Obviamente não. De forma semelhante, o católico romano apela a historiadores
pagãos para atestar a existência de Jesus. Isto implicaria que as fontes pagãs estão
no mesmo patamar de autoridade que o N.T? A doutrina protestante comporta a
validade de outras autoridades como a tradição, os concílios da Igreja, a
razão, a história. O que a distingue é que a infalibilidade é atribuída apenas
à Escritura porque somente esta foi inspirada pelo Espírito Santo. O apologista também comentou:
Neste texto de Pelikan fica evidente como surge o
conceito de tradição e como ele é associado a apostolicidade e o primado
Romano-Petrino, que são indissociáveis. Portanto, o conceito de
apostolicidade é referente à questão de autoridade emanado dele.
Primeiro, Pelikan se refere ao conceito de tradição de
Irineu, que não é o mesmo conceito defendido pelo Rogério, uma vez que ele abraça
a teoria modernista de Newman. Segundo, não há em Irineu qualquer primado
Petrino. Quando ele se refere a posição especial de Roma, sempre destaca o
papel de Pedro e Paulo. A citação trazida por ele atesta isto:
Até o final do século II, a literatura Cristã
mencionava tanto Pedro como Paulo como fundadores e organizadores da igreja em
Roma. Depois, o
foco e a ênfase se voltaram para Pedro. Assim, Tertuliano de Cartago
(AD.150-230) mencionou que algumas ‘igrejas apostólicas’ possuíam registros de
sucessão episcopal e a igreja romana possuía registros provando que Clemente
tinha sido ordenado por Pedro para ser seu sucessor como bispo de Roma. Escritores posteriores honram de forma
especial por ter sido o fundador das congregações e da sucessão episcopal de
Roma. […] (Denis Kaiser, Leo the Great on the Supremacy of the
Bishop of Rome. Andrews University Seminary Student Journal, Volume 1, Number 2
Fall 2015).
Sobre esta fonte, que pode ser vista aqui,
o apologista comenta:
Para defender minha tese uso bibliografia e
fontes variadas. Começo com Denis Kaiser, PhD; que escreve para o artigo de uma
faculdade adventista americana, portanto, nenhum pouco filocatólica.

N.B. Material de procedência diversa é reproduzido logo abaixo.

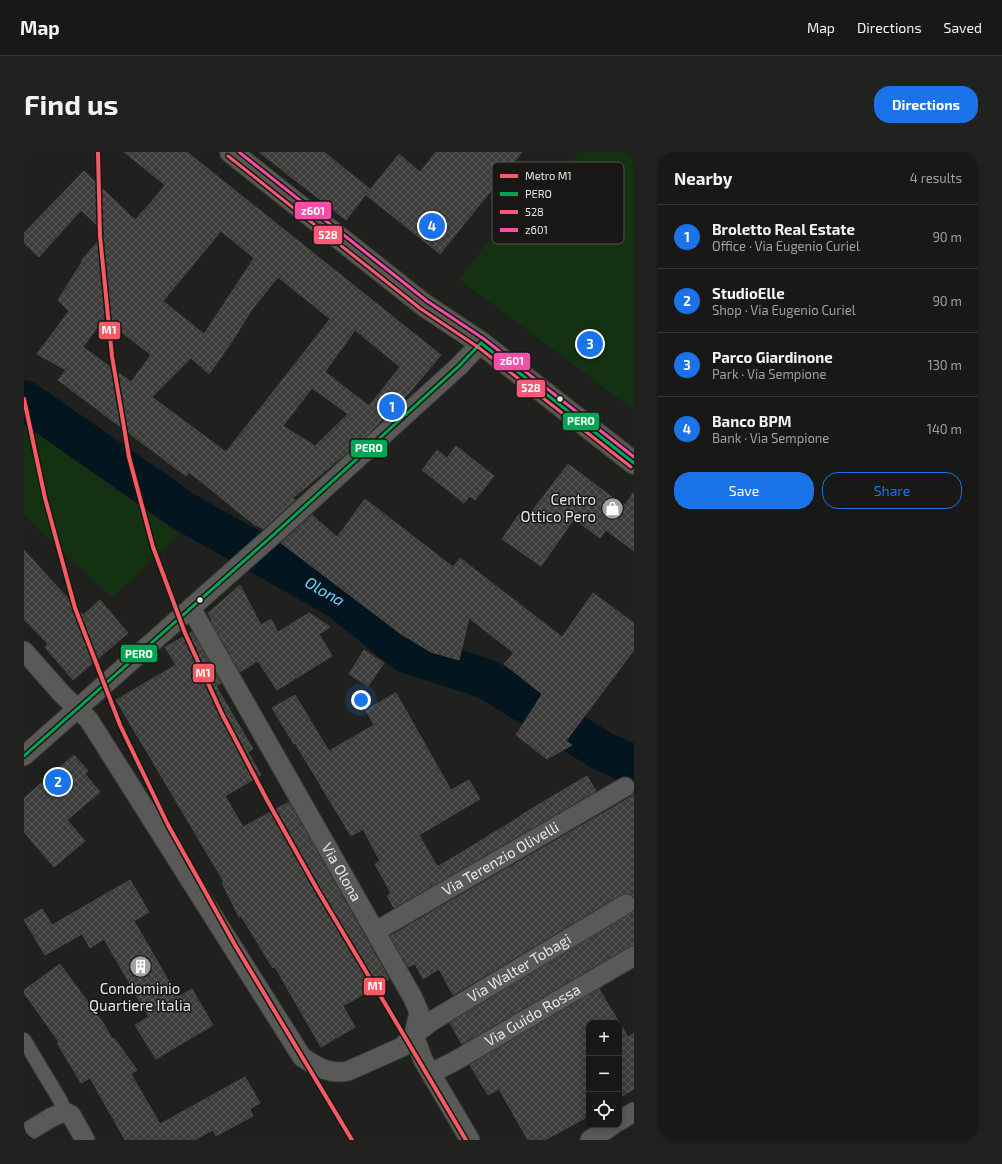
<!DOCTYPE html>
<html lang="en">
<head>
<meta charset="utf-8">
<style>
	:root { --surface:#181817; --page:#212120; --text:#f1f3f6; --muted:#9fa0a1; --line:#363736; --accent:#1a73e8 }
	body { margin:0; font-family:"Exo 2",sans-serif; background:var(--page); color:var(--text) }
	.controls { position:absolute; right:12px; bottom:12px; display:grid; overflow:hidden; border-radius:8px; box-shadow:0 2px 6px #0003 }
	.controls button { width:36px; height:36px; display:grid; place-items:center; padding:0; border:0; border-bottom:1px solid var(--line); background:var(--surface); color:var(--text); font:20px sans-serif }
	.you { position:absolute; left:337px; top:548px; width:14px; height:14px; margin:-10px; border:3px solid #fff; border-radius:50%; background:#1a73e8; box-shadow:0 0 0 6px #1a73e833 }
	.badge { display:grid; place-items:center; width:26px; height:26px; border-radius:50%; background:var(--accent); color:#fff; font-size:13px; font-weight:700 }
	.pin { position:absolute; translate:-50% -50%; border:2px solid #fff; box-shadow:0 1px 4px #0006 }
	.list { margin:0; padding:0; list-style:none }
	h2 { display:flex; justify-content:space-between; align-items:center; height:52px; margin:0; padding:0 16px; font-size:17px }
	h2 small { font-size:13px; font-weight:400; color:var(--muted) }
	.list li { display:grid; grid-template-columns:26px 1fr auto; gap:12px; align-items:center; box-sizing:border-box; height:64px; padding:0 16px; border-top:1px solid var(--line) }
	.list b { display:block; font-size:15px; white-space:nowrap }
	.list p { margin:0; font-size:13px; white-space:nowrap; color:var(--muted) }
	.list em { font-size:13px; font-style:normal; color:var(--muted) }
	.actions { display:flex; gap:8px; padding:12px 16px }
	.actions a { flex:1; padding:9px 0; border:1px solid var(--accent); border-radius:16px; text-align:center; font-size:14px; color:var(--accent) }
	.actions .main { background:var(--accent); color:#fff }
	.icon { flex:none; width:22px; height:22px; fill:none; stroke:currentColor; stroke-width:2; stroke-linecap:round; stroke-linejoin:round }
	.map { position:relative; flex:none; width:610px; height:988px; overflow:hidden; border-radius:16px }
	header { display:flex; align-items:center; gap:24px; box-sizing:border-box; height:56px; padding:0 20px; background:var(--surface); border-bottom:1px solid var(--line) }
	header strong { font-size:19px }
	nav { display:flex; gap:22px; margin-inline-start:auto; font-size:14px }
	.intro { display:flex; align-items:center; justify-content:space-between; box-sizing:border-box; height:96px; padding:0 24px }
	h1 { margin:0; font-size:28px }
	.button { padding:10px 18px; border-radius:16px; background:var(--accent); color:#fff; font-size:14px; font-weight:700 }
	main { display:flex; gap:24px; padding:0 24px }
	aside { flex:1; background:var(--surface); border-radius:16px; box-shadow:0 2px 6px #0003 }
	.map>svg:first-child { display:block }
	.park { fill:#143212 }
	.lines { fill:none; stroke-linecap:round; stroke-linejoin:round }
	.river { stroke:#031620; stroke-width:40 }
	.building { fill:url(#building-cross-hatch); stroke:#484746; fill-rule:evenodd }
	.pedestrian-casing { stroke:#3a3a39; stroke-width:16 }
	.minor-casing { stroke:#3a3a39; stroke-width:21 }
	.primary-casing { stroke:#3a3a39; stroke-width:24 }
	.pedestrian { stroke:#595958; stroke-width:14 }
	.minor { stroke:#595958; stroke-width:19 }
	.primary { stroke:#5c574e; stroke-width:22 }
	.bus-1-casing { stroke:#181715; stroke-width:6 }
	.bus-2-casing { stroke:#181715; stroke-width:6 }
	.bus-3-casing { stroke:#181715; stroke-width:6 }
	.bus-1 { stroke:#00a651; stroke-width:3 }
	.bus-2 { stroke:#f75a77; stroke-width:3 }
	.bus-3 { stroke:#f54da8; stroke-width:3 }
	.metro-1-casing { stroke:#181715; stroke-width:7 }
	.metro-1 { stroke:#f65a62; stroke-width:4 }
	.bus-dot { fill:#e6e6e4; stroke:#181715; stroke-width:1.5 }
	.labels { text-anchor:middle; stroke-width:3; stroke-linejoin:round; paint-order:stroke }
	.poi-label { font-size:15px; fill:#e6e6e4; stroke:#181715; text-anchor:end }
	.street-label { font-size:15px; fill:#e6e6e4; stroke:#181715 }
	.water-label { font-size:16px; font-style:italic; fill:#77d1fa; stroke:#181715 }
	.key { fill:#181715; stroke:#565553; stroke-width:1 }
	.key-label { font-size:11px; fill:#e6e6e4 }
	.line-badge { stroke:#181715; stroke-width:1.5 }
	.badge-label { font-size:11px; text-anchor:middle; font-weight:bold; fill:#fff }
</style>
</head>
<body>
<header>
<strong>Map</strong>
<nav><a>Map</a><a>Directions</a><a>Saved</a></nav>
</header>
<div class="intro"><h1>Find us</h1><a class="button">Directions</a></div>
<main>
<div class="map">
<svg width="610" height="988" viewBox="0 0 610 988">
	<defs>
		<pattern id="building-cross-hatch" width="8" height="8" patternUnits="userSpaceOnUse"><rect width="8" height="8" fill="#3d3d3c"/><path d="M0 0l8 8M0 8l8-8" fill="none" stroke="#595958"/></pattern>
	</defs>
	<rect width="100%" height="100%" fill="#20201f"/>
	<g class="park">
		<path d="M555,0H610V258L435,127L513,28L523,41Z"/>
		<path d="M0,271L21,287L155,382L88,446L0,364Z"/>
	</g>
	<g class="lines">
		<path class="river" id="s1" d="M0,248L161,360L315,447L382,501L463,527L578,599L610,613"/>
	</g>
	<g class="building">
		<path d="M100,0H163L417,203L387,239L338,288L318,305L269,346L271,348L239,377L233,373L232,374L201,349L165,320L162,324L34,228L42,218L13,202L45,159L34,148L58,110L57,109L81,81L57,58L15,105L0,91V81L60,19L111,68L128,49L141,33ZM197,79L230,106L180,182L139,149ZM254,125L306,167L202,300L128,245L167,206L185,222L207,191L227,159ZM80,166L127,203L107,230L59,195ZM331,178L376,215L345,254L301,220ZM288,236L324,262L291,294L259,274Z"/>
		<path d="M235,0H300L346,37L322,68Z"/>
		<path d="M412,0H498L416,102L342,43L375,2L396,20Z"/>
		<path d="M432,294L470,324L451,348L446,344L440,351L398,318L413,298L423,306Z"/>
		<path d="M544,312L600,354L610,340V399L582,378L576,386L550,367L517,414L478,387L495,362L502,367Z"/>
		<path d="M341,347L429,415L436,406L538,485L569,441L610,471V498L542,589L548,593L523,607L492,583L518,542L480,512L490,501L445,466L435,508L407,500L377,482L257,391L288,363L313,385Z"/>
		<path d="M0,398L59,463L76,448L104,481L49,528L21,495L24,492L0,467Z"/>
		<path d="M216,433L237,473L247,467L254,480L285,461L306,475L295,482L308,504L253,538L234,509L216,520L187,469L188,468L184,461Z"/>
		<path d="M168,480L197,531L192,534L229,597L224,600L237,623L201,644L219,675L265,650L365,827L319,854L331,875L297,895L251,815L249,816L217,764L215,765L198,731L200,730L92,548L152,513L141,495Z"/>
		<path d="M340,498L360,511L344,534L325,522Z"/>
		<path d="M372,541L427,638L445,628L456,647L395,683L413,714L414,713L415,714L497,664V663L563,624L572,639L370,756L363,744L367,741L351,712L356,709L339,677L327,684L271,591L270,592L248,556L271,543L305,599L350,573L342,558Z"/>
		<path d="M50,603L64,619L61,622L76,640L43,668L61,689L30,715L0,680V646Z"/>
		<path d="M610,641V745L607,742L602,741L596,743L429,843L415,817L399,827L391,812L384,815L366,784L607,645Z"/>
		<path d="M106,728L125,760L110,769L154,845L168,837L189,873L132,907L111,873L125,865L80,787L66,796L58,782L21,803L0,768L18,757L28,773Z"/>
		<path d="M610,759V793L604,795L438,892L426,871Z"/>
		<path d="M36,812L80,872L88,887L90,886L113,918L107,922L136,972L221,925L236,951L226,957L229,964L192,984L189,978L170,988H101L66,926L57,931L33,891L35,890L0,841V838Z"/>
		<path d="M575,837L604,885L610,881V937L595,946V871H565V964L521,988H504L475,937L464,943L446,913Z"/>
	</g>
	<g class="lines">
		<defs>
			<path id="pedestrian" d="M0,888L36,948L41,960"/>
			<g id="minor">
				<path id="s2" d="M167,456L389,846L395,860L390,883L399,908L446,988"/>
				<path id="s3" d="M0,499L38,542L65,568L278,905C293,915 306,923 324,919L378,895L390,883L408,869L602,752"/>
				<path d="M0,604L247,385L435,214L457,191"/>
				<path id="s4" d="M352,779L601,635"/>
				<path id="s5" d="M407,921L431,909L610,804"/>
				<path d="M595,969L610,960"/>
				<path d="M0,982L28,965L41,960L47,963L61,988"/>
				<path d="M566,988L589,973"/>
			</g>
			<path id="primary" d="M207,0L400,153L457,191L610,311"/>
		</defs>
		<use href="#pedestrian" class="pedestrian-casing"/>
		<use href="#minor" class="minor-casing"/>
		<use href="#primary" class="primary-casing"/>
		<use href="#pedestrian" class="pedestrian"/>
		<use href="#minor" class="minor"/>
		<use href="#primary" class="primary"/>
		<defs>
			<g id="bus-1">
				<path d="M457,191L610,311"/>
				<path d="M0,604L247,385L435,214L457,191"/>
			</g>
			<path id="bus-2" d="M204,4L397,157L454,195L607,315"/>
			<path id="bus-3" d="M215,0L403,149L460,187L610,305"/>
		</defs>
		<use href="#bus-1" class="bus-1-casing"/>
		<use href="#bus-2" class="bus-2-casing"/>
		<use href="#bus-3" class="bus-3-casing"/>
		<use href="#bus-1" class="bus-1"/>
		<use href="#bus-2" class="bus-2"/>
		<use href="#bus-3" class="bus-3"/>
		<defs>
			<g id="metro-1">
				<path d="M74,0L76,84L88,204L105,305L129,395L161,481L198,562L243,648L293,737L442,988"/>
				<path d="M0,247L21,346L51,456L96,573L144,673L211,793L328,988"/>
			</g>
		</defs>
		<use href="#metro-1" class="metro-1-casing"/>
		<use href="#metro-1" class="metro-1"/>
	</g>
	<defs>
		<symbol id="shop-disc" viewBox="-11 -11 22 22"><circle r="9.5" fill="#a1a19f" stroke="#181715"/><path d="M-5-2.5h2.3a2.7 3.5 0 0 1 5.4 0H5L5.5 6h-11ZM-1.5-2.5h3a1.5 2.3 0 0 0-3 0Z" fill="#fff"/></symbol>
		<symbol id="building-disc" viewBox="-11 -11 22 22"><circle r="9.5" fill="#a1a19f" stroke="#181715"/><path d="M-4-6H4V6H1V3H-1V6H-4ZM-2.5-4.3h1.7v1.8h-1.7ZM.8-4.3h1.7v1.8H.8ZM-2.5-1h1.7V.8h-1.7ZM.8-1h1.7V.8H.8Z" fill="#fff"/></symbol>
	</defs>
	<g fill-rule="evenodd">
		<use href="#shop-disc" x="576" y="344" width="25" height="25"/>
		<use href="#building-disc" x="104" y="802" width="25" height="25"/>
	</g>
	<g class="bus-dot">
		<circle cx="536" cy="247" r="3.5"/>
		<circle cx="176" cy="448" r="3.5"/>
	</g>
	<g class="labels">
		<g class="poi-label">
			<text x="572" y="353">Centro<tspan x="572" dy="17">Ottico Pero</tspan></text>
			<text x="116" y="842" text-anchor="middle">Condominio<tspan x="116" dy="17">Quartiere Italia</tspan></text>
		</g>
		<g class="street-label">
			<text dy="5" stroke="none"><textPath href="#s4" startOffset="144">Via Terenzio Olivelli</textPath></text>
			<text dy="5" stroke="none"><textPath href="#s2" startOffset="304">Via Olona</textPath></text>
			<text dy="5" stroke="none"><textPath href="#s3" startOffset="744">Via Walter Tobagi</textPath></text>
			<text dy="5" stroke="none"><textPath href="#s5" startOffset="117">Via Guido Rossa</textPath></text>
		</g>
		<g class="water-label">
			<text dy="6" stroke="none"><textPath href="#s1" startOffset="357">Olona</textPath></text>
		</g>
	</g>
	<rect x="468" y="10" width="132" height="82" rx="6" class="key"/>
	<rect x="476" y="22" width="18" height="4" fill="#f65a62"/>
	<rect x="476" y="40" width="18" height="4" fill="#00a651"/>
	<rect x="476" y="58" width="18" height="4" fill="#f75a77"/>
	<rect x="476" y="76" width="18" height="4" fill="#f54da8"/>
	<g class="key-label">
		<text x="501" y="28">Metro M1</text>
		<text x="501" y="46">PERO</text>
		<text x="501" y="64">528</text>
		<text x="501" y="82">z601</text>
	</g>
	<g class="line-badge">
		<rect x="270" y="49" width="38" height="19" rx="4" fill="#f54da8"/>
		<rect x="289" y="73" width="30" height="20" rx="4" fill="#f75a77"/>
		<rect x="74" y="169" width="23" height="19" rx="4" fill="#f65a62"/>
		<rect x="469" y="200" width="38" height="19" rx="4" fill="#f54da8"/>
		<rect x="492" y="227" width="30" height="19" rx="4" fill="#f75a77"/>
		<rect x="538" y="260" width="38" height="19" rx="4" fill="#00a651"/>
		<rect x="326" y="287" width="38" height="19" rx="4" fill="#00a651"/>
		<rect x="96" y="492" width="38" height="19" rx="4" fill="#00a651"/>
		<rect x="168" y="511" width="23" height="20" rx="4" fill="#f65a62"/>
		<rect x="339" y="825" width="23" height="19" rx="4" fill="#f65a62"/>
	</g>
	<g class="badge-label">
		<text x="289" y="63">z601</text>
		<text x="304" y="87">528</text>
		<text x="85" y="182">M1</text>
		<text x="488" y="213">z601</text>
		<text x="507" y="240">528</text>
		<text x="557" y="273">PERO</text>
		<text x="345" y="300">PERO</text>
		<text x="115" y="506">PERO</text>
		<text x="179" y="525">M1</text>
		<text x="351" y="838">M1</text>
	</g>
</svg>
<div class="controls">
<button>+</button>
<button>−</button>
<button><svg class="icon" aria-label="locate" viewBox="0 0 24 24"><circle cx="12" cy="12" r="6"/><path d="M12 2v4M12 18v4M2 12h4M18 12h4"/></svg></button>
</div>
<div class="you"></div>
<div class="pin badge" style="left:368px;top:255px">1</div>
<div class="pin badge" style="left:34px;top:630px">2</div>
<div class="pin badge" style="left:566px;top:192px">3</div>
<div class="pin badge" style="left:408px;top:74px">4</div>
</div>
<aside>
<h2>Nearby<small>4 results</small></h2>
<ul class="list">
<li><span class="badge">1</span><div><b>Broletto Real Estate</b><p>Office · Via Eugenio Curiel</p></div><em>90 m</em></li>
<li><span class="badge">2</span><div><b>StudioElle</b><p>Shop · Via Eugenio Curiel</p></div><em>90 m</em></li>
<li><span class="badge">3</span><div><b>Parco Giardinone</b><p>Park · Via Sempione</p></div><em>130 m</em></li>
<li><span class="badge">4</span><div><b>Banco BPM</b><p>Bank · Via Sempione</p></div><em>140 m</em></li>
</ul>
<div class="actions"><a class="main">Save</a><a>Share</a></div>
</aside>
</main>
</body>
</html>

Não há nada na fonte citada que referende as teses do
Rogério. O autor em questão não afirma que havia em Irineu a visão de que Roma
governava outras Igrejas. Pelo contrário, ele cita nas notas de rodapé obras
que referendam a visão padrão de que Irineu não atribui a Roma qualquer
autoridade de natureza jurídica sobre a Igreja Universal. O artigo citado é
sobre as opiniões do papa Leão I (séc. V), que é de fato o primeiro a expressar
em termos claros os argumentos que iriam sustentar o papado. O autor afirma nas
conclusões:
Então ideias eclesiásticas e imperiais
convergiram para formar o fundamento monárquico do papal e do trabalho do bispo
de Roma. Enquanto Leão tentou impor essa autoridade em todas as questões
eclesiais e seculares, suas tentativas ocasionalmente encontraram resistência, como
a sua visão do poder episcopal do sucessor de Pedro, que nem sempre foi
compartilhada por todos os bispos ou governantes seculares, especificamente não
no Oriente (...) Este estudo destaca as significativas adições que os
pontos de vista de Leão, o Grande, fizeram à lógica dos bispos e líderes da
igreja anteriores em relação ao poder e autoridade do bispo romano. Enquanto
ele forneceu a justificativa para o absoluto e completo domínio universal do
episcopado romano, não foi senão séculos mais tarde que essa autoridade pôde
realmente ser executada pelo papado.
As pretensões papais não foram completamente exercidas nem
no séc. V, tão pouco no séc. II. Após muita resistência, só seriam impostas no
Ocidente. Já o Oriente nunca aceitou este tipo de autoridade e de fato não
aceita até hoje. Ainda, os escritos de
Irineu são do período até o fim do séc. II (período em que Paulo e Pedro são
citados com igual importância). Isto evidencia a ausência da doutrina papal no
pensamento de Irineu. Caso contrário, ele destacaria Pedro e não o colocaria em
igualdade com Paulo. Terceiro, a primazia Romana de Irineu é incompatível com a
doutrina do papado. Irineu diz
Os bem-aventurados apóstolos que fundaram e
edificaram a Igreja transmitiram o governo episcopal a Lino, o
Lino que Paulo lembra na carta a Timóteo. (Contra as Heresias
3:3:3)
Além de colocar Paulo e Pedro em pé de igualdade, afirma
que Lino foi o primeiro bispo de Roma e não Pedro. Ele sempre coloca os bispos
de Roma como sucessores dos apóstolos no plural e nunca como sucessores de
Pedro exclusivamente. O renomado eclesiologista católico romano – Francis Sullivan
- comenta:
De acordo com Irineu, Pedro e Paulo, não
somente Pedro nomeou Lino como o primeiro na sucessão dos bispos de Roma. Isso
sugere que Irineu não pensava em Pedro e Paulo como bispos ou de Lino e aqueles
que o seguiram como sucessores de Pedro mais do que de Paulo. Irineu viu
uma distinção clara entre apóstolos e bispos, embora ele entendesse bispos como
os "sucessores" a quem os apóstolos entregaram o seu ofício de
ensino. (Sullivan F.A. From Apostles to Bishops: the development
of the episcopacy in the early church. Newman Press, Mahwah (NJ), 2001, p. 149)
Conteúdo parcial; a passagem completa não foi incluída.